# Problem statement:
Every line of the material is to be set down exactly as written.

# Dataset extract:
--------------------------------------------------

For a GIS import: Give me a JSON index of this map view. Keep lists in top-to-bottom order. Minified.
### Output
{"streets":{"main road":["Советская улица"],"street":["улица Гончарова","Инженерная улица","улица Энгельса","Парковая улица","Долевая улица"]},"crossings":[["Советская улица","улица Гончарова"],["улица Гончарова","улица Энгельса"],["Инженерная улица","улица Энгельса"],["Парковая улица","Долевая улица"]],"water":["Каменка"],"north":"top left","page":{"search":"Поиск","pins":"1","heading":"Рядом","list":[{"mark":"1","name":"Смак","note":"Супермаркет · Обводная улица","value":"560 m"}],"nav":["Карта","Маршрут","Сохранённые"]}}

--------------------------------------------------

# Task response:
For a GIS import: Give me a JSON index of this map view. Keep lists in top-to-bottom order. Minified.
### Output
{"streets":{"main road":["Советская улица"],"street":["улица Гончарова","Инженерная улица","улица Энгельса","Парковая улица","Долевая улица"]},"crossings":[["Советская улица","улица Гончарова"],["улица Гончарова","улица Энгельса"],["Инженерная улица","улица Энгельса"],["Парковая улица","Долевая улица"]],"water":["Каменка"],"north":"top left","page":{"search":"Поиск","pins":"1","heading":"Рядом","list":[{"mark":"1","name":"Смак","note":"Супермаркет · Обводная улица","value":"560 m"}],"nav":["Карта","Маршрут","Сохранённые"]}}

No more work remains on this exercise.